Actions speak louder than words.

I’ve always hated that expression. I’m a writer, after all. My words are my actions. My actions are my words.

I understand the point, of course. Generally, talking about something is easier than doing it. Talk, as they say, is cheap.

But as I listened to the medley of this Sunday’s Lessons and Carols, I heard a lot of talking, not from the community, but from scripture: God speaks the cosmos into existence. One angel brings messages for Mary and Joseph. Another angel announces Christ’s miraculous birth to the shepherds. The Wise Men tell Herod of a star and a newborn king.

And in the last reading - the crown jewel of them all - John tells us, “In the beginning was the Word...and the Word was God.”

It would seem words, according to scripture, are important.

Like, really important.

Not more important than action, but perhaps equally so. In God, word and action become one. God does not speak without taking action. Consequently, God keeps all promises, and Christ is the embodiment of this.

Until Christ, God’s followers believed in the promise of a savior, and when John says “the Word became flesh and lived among us,” he captures the fact that Jesus is both the promise and its fulfillment. Jesus is the Word and the Action together.

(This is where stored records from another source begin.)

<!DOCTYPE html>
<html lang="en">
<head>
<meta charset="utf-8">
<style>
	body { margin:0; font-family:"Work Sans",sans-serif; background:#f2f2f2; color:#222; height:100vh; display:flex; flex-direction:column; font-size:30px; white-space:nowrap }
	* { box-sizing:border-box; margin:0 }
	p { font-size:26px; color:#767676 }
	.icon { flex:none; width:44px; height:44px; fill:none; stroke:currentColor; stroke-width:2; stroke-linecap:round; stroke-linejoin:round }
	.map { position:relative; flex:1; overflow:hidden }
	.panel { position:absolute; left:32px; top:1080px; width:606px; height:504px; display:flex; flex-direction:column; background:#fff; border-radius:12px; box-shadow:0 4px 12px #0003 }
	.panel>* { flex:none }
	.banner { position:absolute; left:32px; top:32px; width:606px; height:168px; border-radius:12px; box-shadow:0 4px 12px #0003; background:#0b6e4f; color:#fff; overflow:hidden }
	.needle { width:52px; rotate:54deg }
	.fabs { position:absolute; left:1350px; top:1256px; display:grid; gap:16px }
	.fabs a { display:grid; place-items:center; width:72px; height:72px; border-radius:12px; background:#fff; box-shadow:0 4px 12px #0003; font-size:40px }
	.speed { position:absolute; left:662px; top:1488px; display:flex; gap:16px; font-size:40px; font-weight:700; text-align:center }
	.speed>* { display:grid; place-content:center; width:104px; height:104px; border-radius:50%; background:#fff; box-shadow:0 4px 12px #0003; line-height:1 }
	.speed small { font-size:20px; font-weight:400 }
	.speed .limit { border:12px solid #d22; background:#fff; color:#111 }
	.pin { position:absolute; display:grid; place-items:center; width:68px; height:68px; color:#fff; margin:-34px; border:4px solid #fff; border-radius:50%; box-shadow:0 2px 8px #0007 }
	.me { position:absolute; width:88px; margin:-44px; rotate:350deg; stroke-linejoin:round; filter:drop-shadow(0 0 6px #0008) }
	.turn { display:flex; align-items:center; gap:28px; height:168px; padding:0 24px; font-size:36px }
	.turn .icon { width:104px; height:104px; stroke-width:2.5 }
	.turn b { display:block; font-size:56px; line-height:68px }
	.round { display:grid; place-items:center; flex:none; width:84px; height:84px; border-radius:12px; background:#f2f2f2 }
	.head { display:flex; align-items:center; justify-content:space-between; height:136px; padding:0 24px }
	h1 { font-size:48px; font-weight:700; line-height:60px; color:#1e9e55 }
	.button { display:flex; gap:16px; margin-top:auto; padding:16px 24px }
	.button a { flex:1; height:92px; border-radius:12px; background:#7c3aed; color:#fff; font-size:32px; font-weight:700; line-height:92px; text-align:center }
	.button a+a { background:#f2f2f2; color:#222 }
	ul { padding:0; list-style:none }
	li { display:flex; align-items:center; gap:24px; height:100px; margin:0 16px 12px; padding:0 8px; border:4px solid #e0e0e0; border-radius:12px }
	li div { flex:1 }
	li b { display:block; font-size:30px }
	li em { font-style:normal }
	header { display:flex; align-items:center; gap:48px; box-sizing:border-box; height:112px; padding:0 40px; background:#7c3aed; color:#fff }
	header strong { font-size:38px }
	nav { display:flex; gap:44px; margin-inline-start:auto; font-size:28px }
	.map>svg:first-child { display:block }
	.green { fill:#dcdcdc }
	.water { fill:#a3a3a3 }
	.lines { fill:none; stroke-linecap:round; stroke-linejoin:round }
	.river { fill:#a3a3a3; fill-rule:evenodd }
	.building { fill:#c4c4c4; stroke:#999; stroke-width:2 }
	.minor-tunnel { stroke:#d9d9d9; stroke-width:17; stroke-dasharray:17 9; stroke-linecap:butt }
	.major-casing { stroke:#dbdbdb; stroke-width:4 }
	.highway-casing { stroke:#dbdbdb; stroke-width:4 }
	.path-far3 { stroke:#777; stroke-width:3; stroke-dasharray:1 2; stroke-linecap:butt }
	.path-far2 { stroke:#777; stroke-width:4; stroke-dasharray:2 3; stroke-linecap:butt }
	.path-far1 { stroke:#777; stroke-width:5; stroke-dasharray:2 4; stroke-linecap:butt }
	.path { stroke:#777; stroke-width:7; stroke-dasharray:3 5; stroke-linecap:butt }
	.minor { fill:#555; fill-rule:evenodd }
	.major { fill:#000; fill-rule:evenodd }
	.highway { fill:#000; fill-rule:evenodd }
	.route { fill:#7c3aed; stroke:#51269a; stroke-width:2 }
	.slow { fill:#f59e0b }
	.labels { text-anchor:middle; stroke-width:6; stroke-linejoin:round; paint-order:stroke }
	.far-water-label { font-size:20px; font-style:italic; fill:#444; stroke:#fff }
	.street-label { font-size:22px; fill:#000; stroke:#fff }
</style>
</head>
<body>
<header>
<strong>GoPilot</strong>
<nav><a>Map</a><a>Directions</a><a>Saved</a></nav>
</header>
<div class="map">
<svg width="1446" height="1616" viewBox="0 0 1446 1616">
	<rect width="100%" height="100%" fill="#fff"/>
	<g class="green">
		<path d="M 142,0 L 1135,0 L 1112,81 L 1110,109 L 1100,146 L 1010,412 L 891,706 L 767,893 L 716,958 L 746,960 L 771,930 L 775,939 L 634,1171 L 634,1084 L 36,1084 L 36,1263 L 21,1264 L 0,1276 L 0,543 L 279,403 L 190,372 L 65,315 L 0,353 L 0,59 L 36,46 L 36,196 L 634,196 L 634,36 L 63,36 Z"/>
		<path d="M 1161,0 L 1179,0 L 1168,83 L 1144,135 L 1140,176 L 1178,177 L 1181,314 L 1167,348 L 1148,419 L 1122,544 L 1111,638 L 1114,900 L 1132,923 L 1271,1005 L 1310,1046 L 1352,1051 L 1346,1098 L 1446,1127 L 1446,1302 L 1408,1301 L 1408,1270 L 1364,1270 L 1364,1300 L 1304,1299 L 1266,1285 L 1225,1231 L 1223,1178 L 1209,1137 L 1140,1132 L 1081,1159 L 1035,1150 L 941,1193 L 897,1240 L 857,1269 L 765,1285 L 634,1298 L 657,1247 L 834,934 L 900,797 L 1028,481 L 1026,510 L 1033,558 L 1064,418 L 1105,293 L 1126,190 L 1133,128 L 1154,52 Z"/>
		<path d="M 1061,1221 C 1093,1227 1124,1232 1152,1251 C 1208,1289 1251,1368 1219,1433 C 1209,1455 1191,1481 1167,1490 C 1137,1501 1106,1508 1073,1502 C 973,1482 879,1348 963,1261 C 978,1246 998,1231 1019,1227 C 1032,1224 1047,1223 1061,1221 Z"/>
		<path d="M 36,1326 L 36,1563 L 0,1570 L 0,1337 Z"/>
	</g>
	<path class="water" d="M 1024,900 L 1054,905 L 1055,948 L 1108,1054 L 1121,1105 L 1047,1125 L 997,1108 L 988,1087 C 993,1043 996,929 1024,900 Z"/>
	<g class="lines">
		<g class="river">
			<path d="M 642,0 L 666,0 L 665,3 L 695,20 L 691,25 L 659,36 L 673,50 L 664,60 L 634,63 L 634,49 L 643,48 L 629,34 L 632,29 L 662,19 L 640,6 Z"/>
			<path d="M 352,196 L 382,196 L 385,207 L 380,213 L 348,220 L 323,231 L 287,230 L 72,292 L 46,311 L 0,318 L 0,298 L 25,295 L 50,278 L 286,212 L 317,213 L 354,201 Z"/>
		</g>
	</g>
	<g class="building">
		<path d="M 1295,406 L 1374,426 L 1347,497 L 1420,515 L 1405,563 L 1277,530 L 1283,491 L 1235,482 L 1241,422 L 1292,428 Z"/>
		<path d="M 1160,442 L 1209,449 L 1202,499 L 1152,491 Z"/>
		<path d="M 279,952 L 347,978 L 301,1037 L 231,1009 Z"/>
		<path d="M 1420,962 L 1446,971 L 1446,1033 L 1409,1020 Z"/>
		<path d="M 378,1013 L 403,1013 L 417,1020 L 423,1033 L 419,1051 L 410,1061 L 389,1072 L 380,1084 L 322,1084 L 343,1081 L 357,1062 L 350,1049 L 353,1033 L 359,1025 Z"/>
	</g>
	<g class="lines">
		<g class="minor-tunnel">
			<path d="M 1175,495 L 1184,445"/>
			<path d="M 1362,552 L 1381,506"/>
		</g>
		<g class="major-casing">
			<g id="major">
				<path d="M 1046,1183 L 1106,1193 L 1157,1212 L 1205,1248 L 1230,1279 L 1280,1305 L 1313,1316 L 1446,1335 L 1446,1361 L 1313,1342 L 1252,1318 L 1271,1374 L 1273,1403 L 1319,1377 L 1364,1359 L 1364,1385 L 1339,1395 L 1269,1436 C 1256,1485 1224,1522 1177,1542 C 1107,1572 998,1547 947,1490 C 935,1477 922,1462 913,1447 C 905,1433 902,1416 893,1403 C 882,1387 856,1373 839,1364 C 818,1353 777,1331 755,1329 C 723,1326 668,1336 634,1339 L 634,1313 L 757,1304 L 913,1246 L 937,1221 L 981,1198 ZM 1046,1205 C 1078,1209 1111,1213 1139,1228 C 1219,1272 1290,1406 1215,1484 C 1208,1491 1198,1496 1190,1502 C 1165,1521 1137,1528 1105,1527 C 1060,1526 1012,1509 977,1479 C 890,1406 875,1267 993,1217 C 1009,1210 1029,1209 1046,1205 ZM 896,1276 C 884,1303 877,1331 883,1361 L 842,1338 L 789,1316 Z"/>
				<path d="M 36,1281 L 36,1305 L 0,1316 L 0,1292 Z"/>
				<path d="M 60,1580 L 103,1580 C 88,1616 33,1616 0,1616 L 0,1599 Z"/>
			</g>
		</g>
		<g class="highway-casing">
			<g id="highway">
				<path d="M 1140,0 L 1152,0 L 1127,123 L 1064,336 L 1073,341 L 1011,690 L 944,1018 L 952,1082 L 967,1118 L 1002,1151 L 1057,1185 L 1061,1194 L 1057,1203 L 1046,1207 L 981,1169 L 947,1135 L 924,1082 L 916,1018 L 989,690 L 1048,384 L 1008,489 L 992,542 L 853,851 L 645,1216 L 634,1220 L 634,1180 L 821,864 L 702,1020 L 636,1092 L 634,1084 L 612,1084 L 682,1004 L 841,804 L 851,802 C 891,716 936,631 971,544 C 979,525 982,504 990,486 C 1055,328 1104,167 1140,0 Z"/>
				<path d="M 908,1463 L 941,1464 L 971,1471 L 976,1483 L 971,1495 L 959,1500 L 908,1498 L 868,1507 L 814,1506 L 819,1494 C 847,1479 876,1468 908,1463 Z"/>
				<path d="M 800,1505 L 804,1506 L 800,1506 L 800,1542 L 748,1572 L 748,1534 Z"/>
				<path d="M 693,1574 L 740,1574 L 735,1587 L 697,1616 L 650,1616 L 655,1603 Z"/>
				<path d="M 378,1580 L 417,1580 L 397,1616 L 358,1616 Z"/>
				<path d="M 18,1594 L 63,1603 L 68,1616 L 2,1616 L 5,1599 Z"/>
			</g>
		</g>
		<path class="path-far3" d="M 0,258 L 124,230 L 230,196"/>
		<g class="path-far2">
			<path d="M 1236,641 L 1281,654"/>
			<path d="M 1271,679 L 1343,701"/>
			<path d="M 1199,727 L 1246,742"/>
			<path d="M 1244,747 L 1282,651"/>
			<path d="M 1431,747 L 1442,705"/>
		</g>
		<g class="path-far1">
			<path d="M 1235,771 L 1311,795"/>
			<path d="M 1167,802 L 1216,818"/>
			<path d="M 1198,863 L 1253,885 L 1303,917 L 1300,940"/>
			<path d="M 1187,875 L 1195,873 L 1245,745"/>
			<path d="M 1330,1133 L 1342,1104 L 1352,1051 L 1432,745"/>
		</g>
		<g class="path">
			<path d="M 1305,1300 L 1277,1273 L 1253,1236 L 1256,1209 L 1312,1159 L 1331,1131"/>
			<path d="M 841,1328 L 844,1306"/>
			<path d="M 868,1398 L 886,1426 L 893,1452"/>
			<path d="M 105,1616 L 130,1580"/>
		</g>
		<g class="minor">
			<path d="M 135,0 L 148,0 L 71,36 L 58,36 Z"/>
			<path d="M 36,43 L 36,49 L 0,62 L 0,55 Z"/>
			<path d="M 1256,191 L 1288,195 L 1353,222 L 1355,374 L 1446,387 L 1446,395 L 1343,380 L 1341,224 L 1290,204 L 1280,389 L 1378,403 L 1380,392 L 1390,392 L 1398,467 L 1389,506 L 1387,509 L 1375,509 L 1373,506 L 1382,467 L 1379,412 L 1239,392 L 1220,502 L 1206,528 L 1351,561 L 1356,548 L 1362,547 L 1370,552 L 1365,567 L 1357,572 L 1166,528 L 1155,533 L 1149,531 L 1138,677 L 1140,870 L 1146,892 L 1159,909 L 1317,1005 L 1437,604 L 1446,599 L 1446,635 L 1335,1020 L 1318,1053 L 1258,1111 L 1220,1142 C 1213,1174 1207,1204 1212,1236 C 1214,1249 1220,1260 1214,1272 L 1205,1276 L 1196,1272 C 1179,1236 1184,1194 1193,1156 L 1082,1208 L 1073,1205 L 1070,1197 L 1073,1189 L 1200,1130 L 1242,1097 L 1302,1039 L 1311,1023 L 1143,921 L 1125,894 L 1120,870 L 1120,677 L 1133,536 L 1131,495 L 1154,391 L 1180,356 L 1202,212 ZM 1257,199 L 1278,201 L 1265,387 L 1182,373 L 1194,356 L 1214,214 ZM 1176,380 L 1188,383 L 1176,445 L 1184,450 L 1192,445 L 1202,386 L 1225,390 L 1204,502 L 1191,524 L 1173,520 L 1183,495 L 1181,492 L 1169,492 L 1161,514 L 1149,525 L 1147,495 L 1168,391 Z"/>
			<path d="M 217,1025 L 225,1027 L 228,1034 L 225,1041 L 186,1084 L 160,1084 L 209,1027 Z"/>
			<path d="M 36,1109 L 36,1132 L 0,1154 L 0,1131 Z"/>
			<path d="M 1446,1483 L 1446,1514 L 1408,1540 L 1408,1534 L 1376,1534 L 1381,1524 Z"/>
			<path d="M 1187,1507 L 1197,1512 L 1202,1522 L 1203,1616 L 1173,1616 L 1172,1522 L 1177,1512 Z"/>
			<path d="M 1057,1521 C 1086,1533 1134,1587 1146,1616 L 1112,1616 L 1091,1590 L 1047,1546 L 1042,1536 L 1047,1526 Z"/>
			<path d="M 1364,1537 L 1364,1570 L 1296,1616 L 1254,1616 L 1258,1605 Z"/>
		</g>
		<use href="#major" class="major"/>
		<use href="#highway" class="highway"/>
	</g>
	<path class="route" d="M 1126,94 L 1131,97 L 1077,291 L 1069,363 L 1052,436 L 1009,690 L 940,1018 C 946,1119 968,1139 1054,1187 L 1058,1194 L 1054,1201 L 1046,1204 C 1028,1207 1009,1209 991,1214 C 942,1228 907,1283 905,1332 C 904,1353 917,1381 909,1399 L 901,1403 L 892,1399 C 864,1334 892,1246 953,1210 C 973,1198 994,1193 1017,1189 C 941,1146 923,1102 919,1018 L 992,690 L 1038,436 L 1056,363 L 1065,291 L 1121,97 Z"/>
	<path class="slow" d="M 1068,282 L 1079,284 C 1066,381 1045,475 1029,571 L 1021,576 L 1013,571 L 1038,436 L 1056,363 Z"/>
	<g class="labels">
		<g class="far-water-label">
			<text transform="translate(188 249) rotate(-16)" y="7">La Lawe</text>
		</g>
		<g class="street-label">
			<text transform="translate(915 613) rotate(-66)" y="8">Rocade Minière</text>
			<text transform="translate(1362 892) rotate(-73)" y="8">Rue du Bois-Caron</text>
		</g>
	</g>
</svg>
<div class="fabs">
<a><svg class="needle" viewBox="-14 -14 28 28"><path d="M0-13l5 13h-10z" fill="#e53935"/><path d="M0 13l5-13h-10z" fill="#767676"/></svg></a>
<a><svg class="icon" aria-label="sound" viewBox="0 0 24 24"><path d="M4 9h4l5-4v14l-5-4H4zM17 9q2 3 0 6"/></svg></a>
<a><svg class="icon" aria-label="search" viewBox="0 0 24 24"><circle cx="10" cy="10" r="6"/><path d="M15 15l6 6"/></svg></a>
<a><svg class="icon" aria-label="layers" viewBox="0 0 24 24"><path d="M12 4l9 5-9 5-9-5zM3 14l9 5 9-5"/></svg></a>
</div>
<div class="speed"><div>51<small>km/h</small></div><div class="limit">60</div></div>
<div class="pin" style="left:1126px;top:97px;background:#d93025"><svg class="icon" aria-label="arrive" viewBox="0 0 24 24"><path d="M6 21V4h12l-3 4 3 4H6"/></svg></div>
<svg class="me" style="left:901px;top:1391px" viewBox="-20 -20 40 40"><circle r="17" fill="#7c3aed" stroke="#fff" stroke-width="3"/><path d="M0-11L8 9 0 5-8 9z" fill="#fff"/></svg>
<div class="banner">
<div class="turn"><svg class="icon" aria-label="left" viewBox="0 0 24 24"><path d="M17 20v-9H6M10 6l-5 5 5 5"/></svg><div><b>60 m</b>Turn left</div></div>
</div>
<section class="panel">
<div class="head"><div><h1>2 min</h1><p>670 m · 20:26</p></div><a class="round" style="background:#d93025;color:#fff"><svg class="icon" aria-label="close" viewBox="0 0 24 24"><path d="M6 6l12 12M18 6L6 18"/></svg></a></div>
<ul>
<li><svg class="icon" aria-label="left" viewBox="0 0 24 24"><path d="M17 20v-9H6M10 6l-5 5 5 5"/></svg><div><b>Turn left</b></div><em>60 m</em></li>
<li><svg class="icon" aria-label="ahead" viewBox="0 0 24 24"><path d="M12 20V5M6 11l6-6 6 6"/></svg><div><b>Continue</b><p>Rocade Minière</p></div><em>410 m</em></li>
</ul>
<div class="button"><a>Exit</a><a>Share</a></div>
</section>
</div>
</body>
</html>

This may sound like theological philosophizing, but I take it as very practical reassurance. Words are important, and hearing them, sharing them, and singing them are just as important as acting upon them.

There is a time for action, but there is a time for words, also. Many of us have spent the past weeks bustling and buying and baking, scrambling through lists of chores and gifts as we prepared for Christmas celebrations. We now transition out of that season of preparation - of activity - into the season of epiphany, in which we celebrate the fact our God speaks to us, revealing wishes and desires for our lives.

Let one lesson from this past Sunday be that God’s Word has a place in our lives. Let us make space for it by quieting ourselves and listening for it. And let us speak our own wishes and desires and frustrations in return. As much as we long to hear our God’s voice, our God longs to hear our voice, too.